CAN Desperate Housewives, free trade and multi-party elections deliver happiness? The people of Bhutan, the tiny Buddhist nation once known as the hermit kingdom of the Himalayas, pondered these questions last weekend as they undertook a kind of fire drill for democracy and modernity.
King Jigme Singye Wangchuck, who recently announced his plan to abdicate, has ordered parliamentary elections next year. In preparation for the real thing, more than 125,000 citizens, many with more than a little ambivalence, lined up at voting booths across the country to take part in mock elections.
They chose among four "dummy" political parties: Druk Blue, Druk Green, Druk Red and Druk Yellow. The Druk, or thunder dragon, is the national symbol.
Having once sealed itself off from the world, the lair of the Druk has cautiously and deliberately begun opening up. Television, including foreign cable stations, was allowed only in 1999 (and more recently featured an episode of Desperate Housewives on election day). The internet came soon after.
There are no McDonald's golden arches poking out from the blue pine forests, yet. However, the influence of global consumer culture can be glimpsed in the Pepe jeans on young men and a corner shop that calls itself 8-Eleven.
The government is considering joining the World Trade Organisation. Foreign tourists are allowed to come in somewhat larger numbers than before, though still chaperoned from one high-priced resort to another. "A cautious approach," Prime Minister Khandu Wangchuck calls it. "We were conscious of the fact that interaction with the world would only benefit us. We have had no reason to put the brakes on."

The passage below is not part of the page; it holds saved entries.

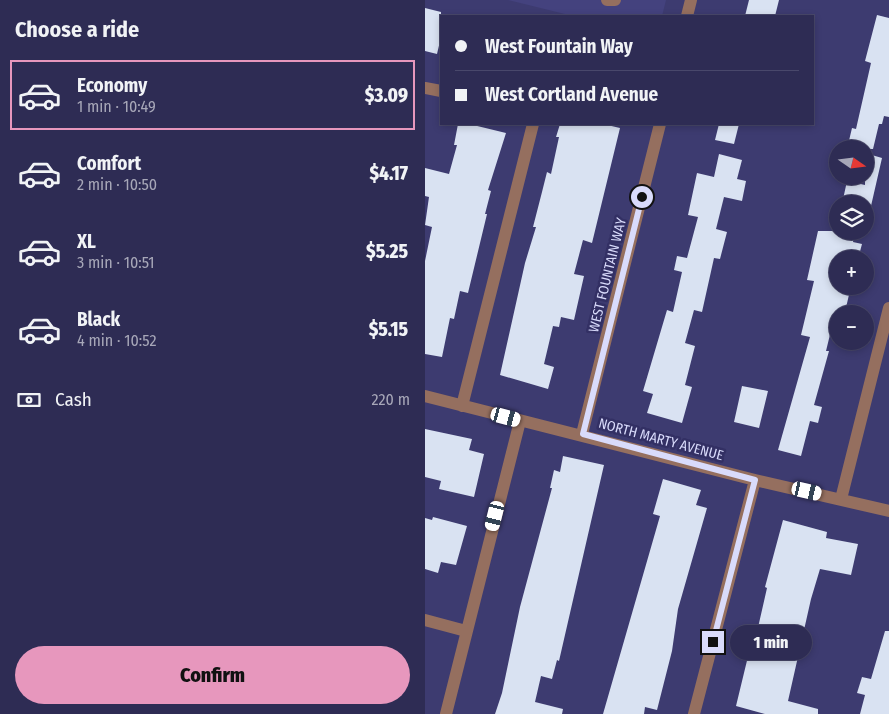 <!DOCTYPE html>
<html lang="en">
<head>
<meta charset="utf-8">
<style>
	:root { --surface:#2e2c54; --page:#36345a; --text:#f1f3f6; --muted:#a7a7b8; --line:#49486b; --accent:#e797bd }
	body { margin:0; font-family:"Fira Sans Condensed",sans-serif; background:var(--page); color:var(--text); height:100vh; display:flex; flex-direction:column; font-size:19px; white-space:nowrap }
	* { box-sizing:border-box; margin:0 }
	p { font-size:16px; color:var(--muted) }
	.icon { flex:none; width:28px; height:28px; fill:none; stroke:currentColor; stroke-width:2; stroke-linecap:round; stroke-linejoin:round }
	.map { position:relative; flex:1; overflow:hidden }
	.side { display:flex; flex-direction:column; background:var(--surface); width:425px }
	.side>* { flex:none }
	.top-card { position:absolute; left:15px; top:15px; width:374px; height:110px; border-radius:0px; box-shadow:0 2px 8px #0003,0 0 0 1px var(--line); display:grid; align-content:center; height:110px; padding:0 15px; background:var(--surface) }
	.needle { width:32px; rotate:104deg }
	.tools { position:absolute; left:404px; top:140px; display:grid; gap:10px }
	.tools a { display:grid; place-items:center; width:45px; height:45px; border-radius:50%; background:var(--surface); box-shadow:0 2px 8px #0003,0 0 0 1px var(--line); font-size:25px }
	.end { position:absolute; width:22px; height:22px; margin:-11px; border:6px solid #d9dbfb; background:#111; box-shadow:0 0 0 2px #111 }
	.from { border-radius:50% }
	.bubble { position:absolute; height:35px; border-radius:18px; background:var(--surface); box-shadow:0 2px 8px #0003,0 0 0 1px var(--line); font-size:16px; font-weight:800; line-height:35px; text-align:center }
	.car { position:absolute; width:15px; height:30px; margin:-15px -8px; border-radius:6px; box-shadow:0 0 4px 1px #0007; background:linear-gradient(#fff 24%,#345 0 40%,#fff 0 76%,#345 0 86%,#fff 0) }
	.top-card b { display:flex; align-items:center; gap:18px; height:48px; font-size:19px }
	.top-card b+b { border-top:1px solid var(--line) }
	.top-card i { width:12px; height:12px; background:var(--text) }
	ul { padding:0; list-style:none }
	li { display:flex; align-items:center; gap:15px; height:70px; margin:0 10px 8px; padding:0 5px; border:2px solid transparent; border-radius:0px }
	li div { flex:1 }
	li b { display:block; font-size:19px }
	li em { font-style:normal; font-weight:800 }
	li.selected { border-color:var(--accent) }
	li>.icon { width:45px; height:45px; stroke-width:1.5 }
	h2 { padding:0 15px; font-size:22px; line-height:60px }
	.pay { display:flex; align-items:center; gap:12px; height:55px; padding:0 15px; font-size:19px }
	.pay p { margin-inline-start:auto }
	.action { display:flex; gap:10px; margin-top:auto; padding:10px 15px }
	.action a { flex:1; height:58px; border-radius:30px; background:var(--accent); color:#111; font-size:20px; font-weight:800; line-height:58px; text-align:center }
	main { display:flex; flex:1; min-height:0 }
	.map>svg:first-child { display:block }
</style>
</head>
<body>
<main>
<section class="side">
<h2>Choose a ride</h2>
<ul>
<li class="selected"><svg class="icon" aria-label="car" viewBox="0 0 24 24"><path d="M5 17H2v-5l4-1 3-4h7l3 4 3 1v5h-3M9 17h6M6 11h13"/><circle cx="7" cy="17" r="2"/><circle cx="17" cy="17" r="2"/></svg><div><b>Economy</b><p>1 min · 10:49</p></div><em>$3.09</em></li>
<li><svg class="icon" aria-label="car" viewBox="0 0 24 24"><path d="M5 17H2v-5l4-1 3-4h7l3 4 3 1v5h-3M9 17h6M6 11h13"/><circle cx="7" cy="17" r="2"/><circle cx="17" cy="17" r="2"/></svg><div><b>Comfort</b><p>2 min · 10:50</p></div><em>$4.17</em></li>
<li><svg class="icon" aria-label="car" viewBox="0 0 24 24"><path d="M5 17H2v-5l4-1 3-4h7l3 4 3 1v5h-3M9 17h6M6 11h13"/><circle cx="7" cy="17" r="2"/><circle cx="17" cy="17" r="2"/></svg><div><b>XL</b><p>3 min · 10:51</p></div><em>$5.25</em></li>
<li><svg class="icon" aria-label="car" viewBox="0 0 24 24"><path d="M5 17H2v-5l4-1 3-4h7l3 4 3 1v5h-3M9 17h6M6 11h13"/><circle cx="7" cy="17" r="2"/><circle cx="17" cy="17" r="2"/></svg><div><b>Black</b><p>4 min · 10:52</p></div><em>$5.15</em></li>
</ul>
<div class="pay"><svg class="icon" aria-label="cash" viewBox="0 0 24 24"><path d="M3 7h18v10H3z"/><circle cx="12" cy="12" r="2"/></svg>Cash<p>220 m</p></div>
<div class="action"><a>Confirm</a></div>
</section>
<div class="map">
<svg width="464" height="714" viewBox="0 0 464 714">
	<rect width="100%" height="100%" fill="#3d3b70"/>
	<path fill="#44427e" d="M 83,0 L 241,0 L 237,16 L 148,16 Z"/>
	<path fill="#d9e2f2" d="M 324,0 L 354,0 L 350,16 L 320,16 Z
		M 0,8 L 16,12 L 16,37 L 12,54 L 0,51 Z
		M 452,15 L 464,18 L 464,117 L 459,116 L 457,124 L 454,124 L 448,149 L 422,149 L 427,128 L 431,129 L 446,63 L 440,61 Z
		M 33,124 L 44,124 L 81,133 L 63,190 L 66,191 L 60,214 L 62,214 L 43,293 L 35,291 L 29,319 L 25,318 L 17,357 L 0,354 L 0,261 L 7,227 L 0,225 L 4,197 L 0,196 L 0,168 L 24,174 L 32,145 L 29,145 Z
		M 135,124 L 178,124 L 195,128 L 167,243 L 158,240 L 149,274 L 159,276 L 149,320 L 136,317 L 134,327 L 128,326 L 119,364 L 129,367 L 123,389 L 75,375 L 100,263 L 111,227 L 108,227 L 117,192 L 122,172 L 126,174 L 134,137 L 131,137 Z
		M 294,124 L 314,124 L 309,144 L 290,140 Z
		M 440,153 L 457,158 L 446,206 L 437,203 L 417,204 L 422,181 L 440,185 Z
		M 294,154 L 317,160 L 312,179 L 321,181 L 317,201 L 299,197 L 291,229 L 302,232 L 295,259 L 289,258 L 277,312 L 269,310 L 260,343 L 270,346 L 260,385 L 267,387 L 257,423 L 222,413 L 228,394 L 218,391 L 242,310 L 248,312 L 257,272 L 249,270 L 252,256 L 262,258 L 273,217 L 263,215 L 272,173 L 289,177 Z
		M 393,231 L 430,231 L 428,242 L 437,244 L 433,259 L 412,259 L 412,286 L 426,286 L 420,312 L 411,310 L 401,351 L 404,351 L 389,405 L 397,407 L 393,423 L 385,421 L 376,456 L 353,450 L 385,337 L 376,335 L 389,281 L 382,280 Z
		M 317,386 L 343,391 L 334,428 L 309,422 Z
		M 0,429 L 47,439 L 44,450 L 59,454 L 49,497 L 14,489 L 16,481 L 0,477 Z
		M 138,456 L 179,465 L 134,661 L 132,660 L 127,679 L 116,676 L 110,702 L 138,709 L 137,714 L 70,714 L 77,693 L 95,607 L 127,488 L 125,488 L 129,470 L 135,472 Z
		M 238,479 L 276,490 L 271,505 L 282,508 L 253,609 L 247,651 L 232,710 L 220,707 L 219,714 L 178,714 L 235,516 L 228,514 Z
		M 8,517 L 42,526 L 31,565 L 16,562 L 13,573 L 0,569 L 0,518 L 7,520 Z
		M 358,520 L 402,532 L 401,538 L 433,544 L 426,575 L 395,569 L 386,599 L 363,701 L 393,709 L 393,714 L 340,714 L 311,706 L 326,644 L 329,645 L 342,588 L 340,587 Z
		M 460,631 L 464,631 L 464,714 L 435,714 L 440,695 L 432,693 L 437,677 L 446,679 Z"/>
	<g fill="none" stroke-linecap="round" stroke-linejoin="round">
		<path stroke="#956f5f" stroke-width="12" d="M 182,0 L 190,0
			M 262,16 L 266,0
			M 0,88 L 16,91
			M 0,396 L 330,480 L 464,511
			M 37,406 L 108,124
			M 157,434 L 235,124
			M 416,499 L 464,308
			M 0,620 L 41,631
			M 21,714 L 95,421
			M 269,714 L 330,480"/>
	</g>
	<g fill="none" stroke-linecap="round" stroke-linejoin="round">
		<path stroke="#d9dbfb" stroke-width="6" d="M 217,197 L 158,434 L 330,480 L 288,642"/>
	</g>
	<g text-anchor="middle" stroke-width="5" stroke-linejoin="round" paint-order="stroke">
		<g font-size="14" fill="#d9dbfb" stroke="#333064">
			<text transform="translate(182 275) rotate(-76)" y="5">WEST FOUNTAIN WAY</text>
			<text transform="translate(236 439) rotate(15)" y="5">NORTH MARTY AVENUE</text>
		</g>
	</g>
</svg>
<div class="tools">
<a><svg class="needle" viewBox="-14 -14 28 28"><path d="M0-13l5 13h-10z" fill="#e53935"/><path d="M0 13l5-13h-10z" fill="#a7a7b8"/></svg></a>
<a><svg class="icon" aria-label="layers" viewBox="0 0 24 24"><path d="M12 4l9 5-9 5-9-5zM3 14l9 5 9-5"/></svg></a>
<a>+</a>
<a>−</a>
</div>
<i class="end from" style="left:217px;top:197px"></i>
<i class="end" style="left:288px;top:642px"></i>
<div class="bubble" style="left:305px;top:625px;width:82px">1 min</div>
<i class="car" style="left:81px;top:417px;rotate:105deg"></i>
<i class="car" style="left:382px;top:491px;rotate:103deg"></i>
<i class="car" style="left:70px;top:516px;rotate:194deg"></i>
<div class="top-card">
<b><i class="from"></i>West Fountain Way</b>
<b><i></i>West Cortland Avenue</b>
</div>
</div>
</main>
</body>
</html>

Elections, he said, have been embraced, albeit reluctantly, by the citizenry because the king wanted them. "The objectives are to ensure national security, national sovereignty, well-being and prosperity, which will lead to gross national happiness also," he said.
Gross national happiness includes criteria such as equity, good governance and harmony with nature.
The king's call for elections, along with a constitution that will introduce multiparty democracy, forestalls any ferment for freedom, from inside or outside the country.
For the moment at least, Bhutan does not resemble a democracy, particularly compared with other countries in the region. Barely two political parties have been formed. It is far from having an outspoken free press or an active civil society. Criticism of government policy is rare, except from abroad.
The Bhutanese monarchy turns 100 this year, and the king apparently decided that this was an auspicious time to further reduce its power. The national elections next year are part of a process that began nearly a decade ago, when the king introduced non-party elections for Parliament.
Next, day-to-day governance was handed over to the cabinet. The proposed constitution would remove the king as head of the government, set a mandatory retirement age of 65 for the ruler and empower an elected Parliament to oust him from the throne by a two-thirds vote.
Last December, after more than 30 years in power, the current king announced that he was abdicating in favour of his 26-year-old son, Jigme Khesar Namgyel Wangchuck.
Holding on to the way things are seems to have been Bhutan's choice in the mock elections. Each of the Druk parties presented a platform. Druk Blue promised to fight corruption and extend free health care and education. Druk Green stood for environment-friendly development. Druk Red promised industrialisation. And Druk Yellow asked: "Do you believe in the preservation and promotion of our rich cultural heritage and tradition? Vote for Druk Yellow Party."
Druk Yellow emerged as the hands-down winner, with 44% of the vote, according to the Election Commission. This weekend it takes on Druk Red, which won about 20%, in a mock runoff.